Intellectuals, people who work in these fields of the humanities and the sciences, tend to have been quite good in the world of school, with all of it’s grades and teacher-decided-upon rules.
[NOTE: Now in certain fields like Math and Physics it is demonstrably NOT the case nearly all of the best in the field did well in K-12 schooling. In fact, many did the opposite and only thrived once they hit graduate school. But, the reason these fields are so open to people who did poorly in early education is simply because the fields are so quantitative. If you can demonstrate in any way at all that you are a genius at this stuff, then you’re in. But, this is not the case in other fields that are more qualitative by nature.
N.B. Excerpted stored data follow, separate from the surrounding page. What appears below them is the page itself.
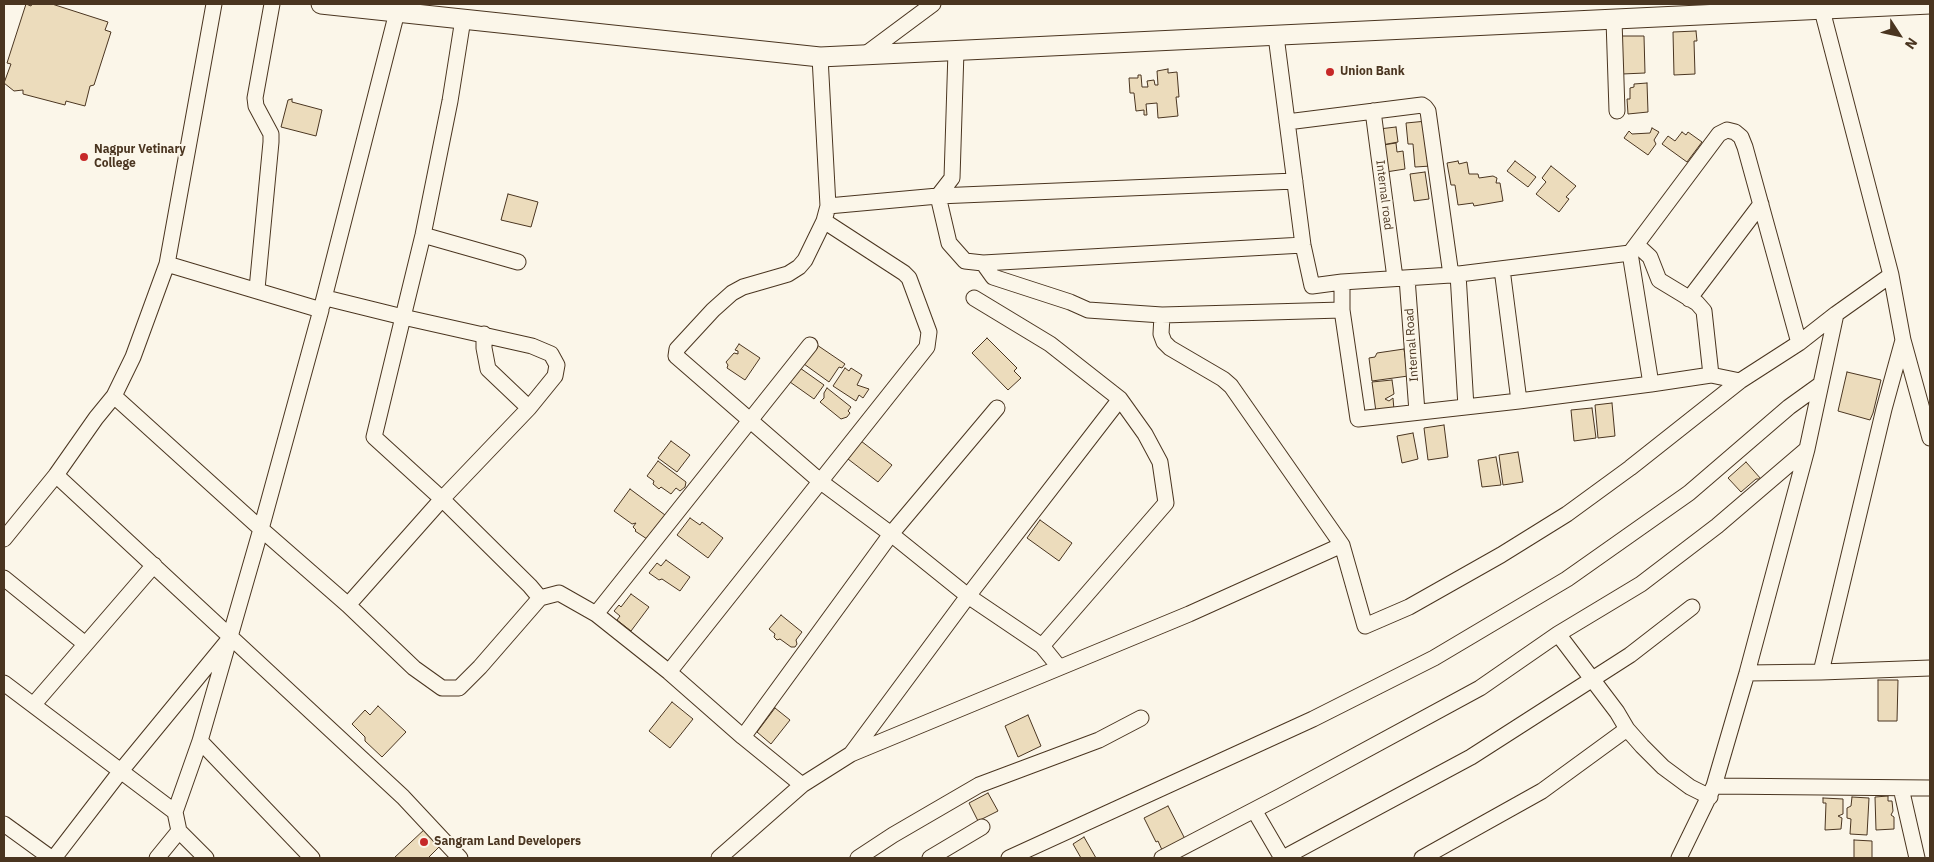 <!DOCTYPE html>
<style>
body{margin:0}
#map{position:relative;width:1934px;height:862px;overflow:hidden;background:#fbf6e9;font-family:"IBM Plex Sans",sans-serif}
canvas{display:block}
.frame{position:absolute;inset:0;border:5px solid #4a3520;pointer-events:none}
.north{position:absolute;left:1874px;top:10px;width:50px;height:50px;-webkit-text-stroke:4px #fbf6e9;paint-order:stroke;rotate:125deg;font-size:14px;font-weight:700;line-height:20px;text-align:center;color:#4a3520}
.north::after{content:'';display:block;margin:auto;width:18px;height:22px;background:#4a3520;clip-path:polygon(50% 0,100% 100%,50% 72%,0 100%)}
</style>
<div id="map">
<canvas width="1934" height="862"></canvas>
<div class="frame"></div>
<div class="north">N</div>
</div>
<script>
const g = document.querySelector('canvas').getContext('2d');
g.lineJoin = 'round';
function fillPath(path, color) {
  g.fillStyle = color;
  g.fill(path, 'evenodd');
}
function shape(rows) {
  const path = new Path2D();
  for (const r of rows) {
    path.moveTo(r[0], r[1]);
    for (let i = 2; i < r.length; i += 2) path.lineTo(r[i], r[i + 1]);
  }
  return path;
}
function trace(path, color, width, dash) {
  g.strokeStyle = color;
  g.lineWidth = width;
  g.lineCap = dash ? 'butt' : 'round';
  g.setLineDash(dash || []);
  g.stroke(path);
}
function drawText(font, color, halo, rows, align = 'center') {
  g.font = font + ' "IBM Plex Sans",sans-serif';
  g.lineWidth = 4;
  g.setLineDash([]);
  g.textBaseline = 'middle';
  g.strokeStyle = halo;
  g.fillStyle = color;
  for (const [text, x, y, turn = 0] of rows) {
    g.save();
    g.translate(x, y);
    g.rotate((+turn || 0) * Math.PI / 180);
    g.textAlign = isNaN(turn) ? turn : align;
    if (halo) g.strokeText(text, 0, 0);
    g.fillText(text, 0, 0);
    g.restore();
  }
}
const building = shape([
 [26,4,31,6,32,4,52,4,108,22,105,30,111,32,94,85,90,86,85,106,66,101,65,105,23,94,23,90,14,91,4,83,11,64,7,63,26,4],
 [1696,31,1697,41,1694,41,1695,74,1674,75,1673,32,1696,31],
 [1621,36,1644,36,1645,73,1622,74,1621,36],
 [1168,69,1168,73,1177,72,1179,97,1176,97,1178,116,1158,118,1157,103,1146,104,1147,115,1144,115,1144,110,1136,111,1134,93,1130,93,1129,78,1138,78,1138,75,1141,75,1142,87,1148,87,1147,81,1154,80,1155,85,1158,85,1157,71,1168,69],
 [1647,83,1648,112,1628,114,1627,99,1630,99,1630,88,1634,87,1634,84,1647,83],
 [292,99,292,102,322,110,316,136,281,127,288,100,292,99],
 [1427,121,1431,166,1415,167,1413,144,1408,144,1406,123,1427,121],
 [1396,127,1398,142,1382,145,1379,129,1396,127],
 [1652,128,1659,132,1654,140,1656,144,1648,155,1624,138,1629,131,1632,134,1650,133,1652,128],
 [1682,132,1686,135,1688,132,1702,142,1687,162,1662,144,1668,136,1675,141,1682,132],
 [1396,143,1397,152,1403,151,1405,169,1386,172,1383,145,1396,143],
 [1458,161,1459,164,1467,162,1469,174,1478,174,1479,178,1493,176,1497,178,1496,183,1500,183,1503,201,1474,206,1473,203,1458,205,1455,185,1451,185,1447,163,1458,161],
 [1515,161,1536,177,1528,187,1507,171,1515,161],
 [1551,166,1576,186,1566,197,1569,199,1559,212,1536,194,1546,182,1542,178,1551,166],
 [1425,172,1429,199,1414,201,1410,174,1425,172],
 [508,194,538,202,531,227,501,220,508,194],
 [987,338,1017,368,1014,371,1021,378,1008,390,972,353,987,338],
 [739,344,760,358,745,380,727,368,728,365,726,362,734,353,738,354,738,351,735,350,739,344],
 [817,345,845,364,842,368,839,367,829,382,804,364,817,345],
 [1404,349,1408,376,1372,381,1369,358,1375,357,1377,353,1404,349],
 [800,368,824,385,814,399,790,382,800,368],
 [845,368,849,371,851,368,862,375,857,385,869,389,863,398,859,395,856,401,833,386,845,368],
 [1847,372,1881,380,1873,413,1870,420,1838,411,1847,372],
 [1392,380,1394,394,1385,399,1389,401,1393,398,1394,410,1376,412,1372,382,1392,380],
 [827,388,851,407,848,411,850,413,847,417,841,419,820,402,824,398,824,393,827,388],
 [1612,403,1615,436,1598,438,1595,405,1612,403],
 [1592,408,1596,438,1574,441,1571,410,1592,408],
 [1444,425,1448,457,1428,460,1424,428,1444,425],
 [1413,433,1418,459,1402,463,1397,436,1413,433],
 [671,441,690,455,677,472,658,458,671,441],
 [861,441,892,465,878,482,848,459,861,441],
 [1518,452,1523,482,1503,485,1499,455,1518,452],
 [1496,457,1501,485,1482,487,1478,460,1496,457],
 [658,461,686,482,685,487,680,491,676,488,671,494,661,487,659,489,653,484,654,481,647,476,658,461],
 [1746,462,1761,479,1756,479,1741,492,1728,478,1746,462],
 [630,489,665,515,647,539,635,531,636,530,633,527,636,523,632,524,614,511,630,489],
 [690,518,700,525,702,522,723,538,708,558,677,535,690,518],
 [1040,520,1072,543,1059,561,1027,538,1040,520],
 [666,560,690,577,680,591,662,579,659,580,649,573,657,563,661,566,666,560],
 [631,594,649,607,631,631,617,620,620,616,614,611,619,605,621,607,631,594],
 [781,615,802,632,796,640,797,644,795,647,791,647,780,639,777,640,774,637,775,634,769,629,781,615],
 [1878,680,1898,680,1897,721,1878,721,1878,680],
 [672,702,693,719,670,748,649,731,672,702],
 [378,706,406,732,382,757,365,741,365,737,352,724,365,710,370,715,378,706],
 [775,708,790,720,771,744,757,732,775,708],
 [1028,715,1041,746,1018,757,1005,726,1028,715],
 [988,793,998,811,978,821,969,803,988,793],
 [1888,796,1888,801,1892,801,1893,811,1891,815,1894,817,1894,829,1876,830,1875,797,1888,796],
 [1852,797,1869,798,1867,835,1850,834,1851,819,1847,818,1847,808,1851,806,1852,797],
 [1823,798,1843,799,1843,814,1838,816,1842,818,1841,829,1825,830,1826,803,1823,803,1823,798],
 [1168,806,1185,839,1162,850,1158,841,1156,842,1144,818,1168,806],
 [426,828,440,846,428,858,394,858,426,828],
 [1084,837,1096,858,1081,858,1073,844,1084,837],
 [1854,840,1872,841,1872,858,1854,858,1854,840]
]);
fillPath(building, '#ecdcbc');
trace(building, '#4a3520', 1);
const minor = shape([
 [1822,10,1891,275,1903,340,1930,438],
 [1614,20,1617,111],
 [1276,36,1303,245,1312,286,1342,282,1451,275,1630,253,1651,384,1711,375,1740,381],
 [863,56,933,4],
 [820,57,828,206,938,196,949,243,965,261,983,263,993,277,1070,302,1088,310,1162,315,1342,310],
 [1373,111,1395,278],
 [1287,122,1422,105,1425,107,1428,111,1451,275],
 [938,196,1295,181],
 [938,196,952,178,956,51],
 [828,206,824,221,805,260,799,267,788,274,743,287,732,293,713,310,677,349,676,356,821,482,891,534,968,596,1042,646,1059,667],
 [423,235,518,262],
 [1637,245,1650,257,1659,280,1697,303,1704,311,1711,375],
 [1630,253,1719,134,1727,130,1735,132,1741,137,1745,147,1799,343],
 [983,263,1303,245],
 [167,264,321,310,261,529,348,605,414,668,442,688,459,688,480,667,540,598,559,593,596,614,669,672,743,737,802,785,851,754,1189,614,1342,545,1365,626,1409,607,1501,555,1567,514,1630,468,1740,381,1799,343,1836,314],
 [1502,269,1519,401],
 [1458,274,1466,407],
 [1407,278,1417,412],
 [1342,282,1342,310,1358,419,1519,401,1651,384],
 [257,289,271,142,271,134,256,106,255,98,272,4],
 [326,298,403,317,374,437,442,499,530,586,540,598],
 [974,298,1050,344,1120,399,1145,434,1160,462,1166,503,1042,646],
 [1689,299,1761,204],
 [322,306,397,12],
 [1162,315,1161,334,1164,342,1170,348,1223,379,1231,386,1342,545],
 [484,334,484,348,488,369,529,408],
 [1903,340,1884,409,1821,672,1930,668],
 [114,396,261,529,200,741,175,812],
 [56,475,403,797,460,858],
 [4,539,56,475,96,418,114,396,133,357,167,264,214,4],
 [4,578,84,643],
 [348,605,442,499,529,408,555,376,557,365,551,354,532,346,403,317,423,235,450,101,463,19],
 [596,614,810,345],
 [1558,634,1617,712,1627,729,1642,746,1663,767,1690,787,1710,797],
 [669,672,927,347,929,332,909,278,904,273,824,221],
 [1747,673,1821,672],
 [4,683,175,812,179,831,206,858],
 [34,704,154,565],
 [743,737,891,534,997,408],
 [200,741,312,858],
 [851,754,968,596,1120,399],
 [1714,786,1930,788],
 [1901,788,1917,858],
 [1254,810,1282,858],
 [4,824,51,858],
 [54,858,120,772,226,643],
 [157,858,179,831],
 [719,858,802,785],
 [858,858,893,835,979,785,1099,740,1141,718],
 [930,858,982,827],
 [1009,858,1313,719,1434,658,1567,579,1689,493,1789,407,1821,384],
 [1162,858,1281,796,1480,688,1558,634,1641,584,1717,526,1807,449,1836,314,1891,275],
 [1283,858,1471,757,1630,655,1692,607],
 [1422,858,1542,791,1627,729],
 [1679,858,1714,786,1747,673,1807,449]
]);
const tertiary = shape([
 [321,4,820,57,1930,4]
]);
trace(minor, '#4a3520', 17);
trace(tertiary, '#4a3520', 21);
trace(minor, '#fbf6e9', 15);
trace(tertiary, '#fbf6e9', 19);
for (const [x, y, r, color] of [
 [1330,72,5,"#c62828"],
 [84,157,5,"#c62828"],
 [424,842,5,"#c62828"]
]) {
  const dot = new Path2D();
  dot.arc(x, y, r, 0, 2 * Math.PI);
  g.fillStyle = color;
  g.fill(dot);
  trace(dot, '#fbf6e9', 2);
}
drawText('bold 12px', '#4a3520', '#fbf6e9', [
 ["Union Bank",1340,72],
 ["Nagpur Vetinary",94,150],
 ["College",94,164],
 ["Sangram Land Developers",434,842]
], 'left');
drawText('12px', '#4a3520', '#fbf6e9', [
 ["Internal road",1384,195,83],
 ["Internal Road",1412,345,-94]
]);
</script>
A simple example is that in the field of Political Science, if you aren’t a professor at a top-tier school, you have very little chance of getting your paper published in a top journal – no matter how good it is. The selection committee likely won’t even read it. That would be unheard of in Mathematics where “no names” make remarkable discoveries all the time.]
Nozick then makes what amounts to a “nerd” comment:
There is a further point to be added. The (future) wordsmith intellectuals are successful within the formal, official social system of the schools, wherein the relevant rewards are distributed by the central authority of the teacher. The schools contain another informal social system within classrooms, hallways, and schoolyards, wherein rewards are distributed not by central direction but spontaneously at the pleasure and whim of schoolmates. Here the intellectuals do less well.
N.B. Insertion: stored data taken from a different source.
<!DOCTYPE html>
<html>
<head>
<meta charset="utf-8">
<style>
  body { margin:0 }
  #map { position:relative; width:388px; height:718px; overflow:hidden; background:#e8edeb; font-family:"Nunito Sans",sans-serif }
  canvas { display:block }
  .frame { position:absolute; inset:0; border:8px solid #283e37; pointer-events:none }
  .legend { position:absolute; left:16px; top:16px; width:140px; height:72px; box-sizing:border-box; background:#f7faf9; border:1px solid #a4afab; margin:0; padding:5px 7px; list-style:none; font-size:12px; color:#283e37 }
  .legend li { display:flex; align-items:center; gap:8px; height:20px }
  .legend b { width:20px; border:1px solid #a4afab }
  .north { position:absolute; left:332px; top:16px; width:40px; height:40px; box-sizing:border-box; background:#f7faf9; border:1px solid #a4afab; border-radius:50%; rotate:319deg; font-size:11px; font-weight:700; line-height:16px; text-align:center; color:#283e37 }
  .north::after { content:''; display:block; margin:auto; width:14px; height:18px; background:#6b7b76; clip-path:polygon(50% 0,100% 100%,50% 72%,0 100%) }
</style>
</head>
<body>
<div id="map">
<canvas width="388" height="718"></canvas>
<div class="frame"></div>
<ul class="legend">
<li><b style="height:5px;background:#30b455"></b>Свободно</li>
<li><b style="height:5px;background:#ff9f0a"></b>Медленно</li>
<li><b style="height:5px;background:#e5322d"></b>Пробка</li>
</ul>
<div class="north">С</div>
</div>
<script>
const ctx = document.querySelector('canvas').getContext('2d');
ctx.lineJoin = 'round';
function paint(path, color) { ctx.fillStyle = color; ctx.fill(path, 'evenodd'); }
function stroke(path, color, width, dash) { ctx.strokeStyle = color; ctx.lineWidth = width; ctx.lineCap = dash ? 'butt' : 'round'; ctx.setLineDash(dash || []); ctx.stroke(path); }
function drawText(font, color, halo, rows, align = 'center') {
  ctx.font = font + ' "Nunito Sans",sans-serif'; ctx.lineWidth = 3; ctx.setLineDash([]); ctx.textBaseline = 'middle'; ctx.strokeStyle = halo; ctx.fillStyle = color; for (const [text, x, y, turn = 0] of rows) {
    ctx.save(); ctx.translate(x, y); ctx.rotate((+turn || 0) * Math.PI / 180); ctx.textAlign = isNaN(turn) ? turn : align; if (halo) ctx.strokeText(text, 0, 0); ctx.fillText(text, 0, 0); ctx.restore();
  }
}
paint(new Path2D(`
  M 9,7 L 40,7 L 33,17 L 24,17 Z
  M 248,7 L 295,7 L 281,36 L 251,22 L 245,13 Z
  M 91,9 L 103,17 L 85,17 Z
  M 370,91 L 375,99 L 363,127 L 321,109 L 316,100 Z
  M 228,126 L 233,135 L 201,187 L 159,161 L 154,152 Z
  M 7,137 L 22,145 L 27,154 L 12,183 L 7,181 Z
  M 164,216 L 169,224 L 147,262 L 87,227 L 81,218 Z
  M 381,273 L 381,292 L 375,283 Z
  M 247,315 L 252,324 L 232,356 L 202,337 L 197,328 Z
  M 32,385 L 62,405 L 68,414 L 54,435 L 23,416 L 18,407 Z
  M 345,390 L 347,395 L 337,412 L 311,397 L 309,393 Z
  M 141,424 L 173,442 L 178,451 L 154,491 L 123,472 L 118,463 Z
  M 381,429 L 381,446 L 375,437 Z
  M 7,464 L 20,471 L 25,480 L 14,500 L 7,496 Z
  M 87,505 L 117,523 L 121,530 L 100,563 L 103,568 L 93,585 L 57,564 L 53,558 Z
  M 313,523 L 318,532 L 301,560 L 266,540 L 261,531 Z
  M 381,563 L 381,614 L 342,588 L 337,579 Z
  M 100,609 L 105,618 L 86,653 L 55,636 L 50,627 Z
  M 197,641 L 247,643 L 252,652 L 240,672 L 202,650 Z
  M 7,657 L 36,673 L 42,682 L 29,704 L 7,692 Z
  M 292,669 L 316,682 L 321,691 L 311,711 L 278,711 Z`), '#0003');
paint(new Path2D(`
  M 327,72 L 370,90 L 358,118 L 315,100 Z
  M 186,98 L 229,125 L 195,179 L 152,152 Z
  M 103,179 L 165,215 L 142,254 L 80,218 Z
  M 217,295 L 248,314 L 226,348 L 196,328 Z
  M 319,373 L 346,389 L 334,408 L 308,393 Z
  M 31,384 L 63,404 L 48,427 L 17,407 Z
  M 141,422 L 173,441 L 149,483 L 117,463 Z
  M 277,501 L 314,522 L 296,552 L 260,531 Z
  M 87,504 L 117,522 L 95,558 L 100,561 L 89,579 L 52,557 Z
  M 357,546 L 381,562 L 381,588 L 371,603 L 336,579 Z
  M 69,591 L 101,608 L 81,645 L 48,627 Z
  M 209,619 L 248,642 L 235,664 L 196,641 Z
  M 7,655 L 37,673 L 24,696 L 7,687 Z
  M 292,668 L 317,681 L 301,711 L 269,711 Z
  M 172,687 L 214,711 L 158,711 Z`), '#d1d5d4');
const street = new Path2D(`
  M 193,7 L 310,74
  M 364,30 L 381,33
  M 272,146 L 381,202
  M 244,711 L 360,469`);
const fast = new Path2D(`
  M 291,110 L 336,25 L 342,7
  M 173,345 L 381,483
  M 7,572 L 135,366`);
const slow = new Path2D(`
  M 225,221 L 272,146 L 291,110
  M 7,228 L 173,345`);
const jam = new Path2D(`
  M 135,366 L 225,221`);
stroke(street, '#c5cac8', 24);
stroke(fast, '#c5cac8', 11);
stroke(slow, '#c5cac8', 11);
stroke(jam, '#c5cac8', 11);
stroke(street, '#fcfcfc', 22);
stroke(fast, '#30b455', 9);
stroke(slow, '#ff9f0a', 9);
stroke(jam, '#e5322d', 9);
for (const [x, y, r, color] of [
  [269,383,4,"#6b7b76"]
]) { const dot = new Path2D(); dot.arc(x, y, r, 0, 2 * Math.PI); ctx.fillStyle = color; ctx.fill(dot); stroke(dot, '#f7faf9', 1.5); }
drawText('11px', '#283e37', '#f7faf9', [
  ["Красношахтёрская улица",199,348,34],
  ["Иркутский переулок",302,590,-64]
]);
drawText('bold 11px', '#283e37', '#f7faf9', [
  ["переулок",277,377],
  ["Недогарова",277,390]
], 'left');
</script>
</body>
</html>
It is not surprising, therefore, that distribution of goods and rewards via a centrally organized distributional mechanism later strikes intellectuals as more appropriate than the "anarchy and chaos" of the marketplace. For distribution in a centrally planned socialist society stands to distribution in a capitalist society a
s distribution by the teacher stands to distribution by the schoolyard and hallway.
So, because intellectuals did better in the classroom (a totalitarian world, ruled by the teacher) and poorly in the schoolyard (a near-anarchy where school-smarts just weren’t enough), then they learned over time to fear systems that functioned similarly to the schoolyard.
Now he was just positing all of this as a hypothesis, and it would need to be tested and refined to be useful in understanding why so many people in the intellectual class (particularly writers and people in the humanities and softer sciences – including biology) are so anti-free-market. But, it is an interesting one that sits very well with my own experiences in Academia.
And, if true, it would help to explain why so many of the people I know in this group have such visceral gut reactions against capitalism and free-markets that supersede their rational abilities. (That isn’t to say that free-markets are categorically good. They could be bad – I’m always open to a good debate. But, the responses I get from so many bright people are hardly intelligent nor well researched nor well thought out.)